Under the statute, the permits could only be issued if 
consistent with National Park System laws applicable to utility 
rights-of-way, approved in accordance with title XI of the 
Alaska National Interest Lands Conservation Act of 1980 
(ANILCA, 16 U.S.C. 3161 et seq.), and analyzed under the 
National Environmental Policy Act (42 U.S.C. 4321 et seq.).
    Based on studies over the last four years, the Alaska LNG 
Project, working with the National Park Service (NPS), has 
found that the route for the pipeline through the park needs to 
be slightly altered to accommodate a seismic hazard: a fault 
line near Lynx Creek south of the Park's headquarters complex. 
In addition, it was discovered that applying the additional 
regulatory process under ANILCA to the gas pipeline was 
duplicative and impracticable, as it would require simultaneous 
permitting for all federal authorizations for the entire 
project.
    S. 217 would amend the Denali National Park Improvement Act 
to provide flexibility to reroute the pipeline through the Park 
to avoid the seismic hazard, provided the route remains out of 
wilderness and provides other benefits to the Park. The change 
in route is expected to provide the ability to construct a gas 
offtake point to allow for gas deliveries in the area, 
including to the NPS, to heat park buildings, and for operation 
of park vehicles. The change in route may also facilitate 
construction of a bicycle-walking path through the Park. S. 217 
would also remove the additional regulatory process under 
ANILCA for the gas pipeline.

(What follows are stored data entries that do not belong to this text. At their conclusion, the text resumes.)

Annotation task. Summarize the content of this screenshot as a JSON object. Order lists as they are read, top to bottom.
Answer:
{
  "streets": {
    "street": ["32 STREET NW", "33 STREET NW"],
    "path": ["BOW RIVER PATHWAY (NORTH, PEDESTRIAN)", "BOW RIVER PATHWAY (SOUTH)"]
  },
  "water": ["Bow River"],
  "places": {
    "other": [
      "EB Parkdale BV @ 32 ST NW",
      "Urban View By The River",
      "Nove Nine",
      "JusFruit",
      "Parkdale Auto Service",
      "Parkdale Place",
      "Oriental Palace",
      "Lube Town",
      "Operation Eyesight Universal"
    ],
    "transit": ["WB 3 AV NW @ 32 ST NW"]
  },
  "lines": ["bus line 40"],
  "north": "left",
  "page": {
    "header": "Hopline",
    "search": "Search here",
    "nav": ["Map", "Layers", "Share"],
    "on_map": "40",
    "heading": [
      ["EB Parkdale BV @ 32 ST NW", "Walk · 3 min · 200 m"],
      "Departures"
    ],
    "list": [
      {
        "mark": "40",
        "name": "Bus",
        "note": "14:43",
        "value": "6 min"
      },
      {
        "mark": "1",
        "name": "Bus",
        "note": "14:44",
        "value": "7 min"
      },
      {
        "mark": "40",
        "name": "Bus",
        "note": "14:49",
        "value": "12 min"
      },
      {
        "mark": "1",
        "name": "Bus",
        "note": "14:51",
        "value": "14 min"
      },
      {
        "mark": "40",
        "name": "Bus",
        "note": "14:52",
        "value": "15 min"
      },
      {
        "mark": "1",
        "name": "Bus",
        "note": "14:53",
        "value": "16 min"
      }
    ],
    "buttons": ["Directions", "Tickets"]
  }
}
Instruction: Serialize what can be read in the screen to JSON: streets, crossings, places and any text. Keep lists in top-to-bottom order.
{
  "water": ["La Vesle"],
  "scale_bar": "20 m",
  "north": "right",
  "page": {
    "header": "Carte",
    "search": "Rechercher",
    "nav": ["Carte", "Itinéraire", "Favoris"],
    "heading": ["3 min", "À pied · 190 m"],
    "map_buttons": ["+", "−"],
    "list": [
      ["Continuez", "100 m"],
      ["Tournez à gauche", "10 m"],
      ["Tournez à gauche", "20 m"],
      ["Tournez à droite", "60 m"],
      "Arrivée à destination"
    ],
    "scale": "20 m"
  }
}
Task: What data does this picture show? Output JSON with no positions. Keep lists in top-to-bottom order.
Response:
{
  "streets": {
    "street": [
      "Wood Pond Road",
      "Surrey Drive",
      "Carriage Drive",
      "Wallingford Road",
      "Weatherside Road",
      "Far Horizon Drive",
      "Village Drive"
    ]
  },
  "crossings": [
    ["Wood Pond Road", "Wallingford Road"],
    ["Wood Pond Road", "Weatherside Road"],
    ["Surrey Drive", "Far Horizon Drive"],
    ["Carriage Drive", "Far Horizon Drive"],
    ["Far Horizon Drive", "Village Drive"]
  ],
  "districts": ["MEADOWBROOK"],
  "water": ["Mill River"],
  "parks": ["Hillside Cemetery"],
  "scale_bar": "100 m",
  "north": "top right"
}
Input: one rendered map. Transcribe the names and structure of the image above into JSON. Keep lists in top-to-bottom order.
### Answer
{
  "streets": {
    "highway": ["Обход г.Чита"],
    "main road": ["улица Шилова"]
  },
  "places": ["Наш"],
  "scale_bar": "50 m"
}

This change would allow project 
developers to request permits for either the small-diameter 
pipeline or the large volume pipeline at a different time than 
when any pipeline project applies for all of its right-of-way 
permits for the roughly 800-mile transmission system.

                          Legislative History

    Senators Murkowski and Sullivan introduced S. 217 on 
January 24, 2017.
    In the 114th Congress, a similar measure was included in 
Amendment No. 3308, which the Senate agreed to on April 19, 
2016, as an amendment to S. 2012, the Energy Policy 
Modernization Act of 2016, which the Senate passed, as amended, 
on April 20, 2016.
    The Committee on Energy and Natural Resources met in open 
business session, on March 30, 2017, and ordered S. 217 
favorably reported.

                        Committee Recommendation

    The Senate Committee on Energy and Natural Resources, in 
open business session on March 30, 2017, by a majority voice 
vote of a quorum present, recommends that the Senate pass S. 
217.

                      Section-by-Section Analysis

    Section 1 (a) amends section 3(b)(1) of the Denali National 
Park Improvement Act (Public Law 113-33) by striking the 
limitation that any pipeline through the Park must be located 
``within, along, or near'' the George Parks Highway, thus 
allowing the route to deviate from the highway corridor where 
needed.
    Subsection (b) makes technical changes to section 3(c)(1) 
of the Denali National Park Improvement Act.
    Subsection (c) amends section 3 of the Denali National Park 
Improvement Act to exempt a high pressure gas transmission 
pipeline, including appurtenances, located in a non-wilderness 
area of the Park, from the terms of title XI of ANILCA (16 
U.S.C. 3161 et seq.).
    S. 217 contains no intergovernmental or private-sector 
mandates as defined in the Unfunded Mandates Reform Act and 
would impose no costs on state, local, or tribal governments.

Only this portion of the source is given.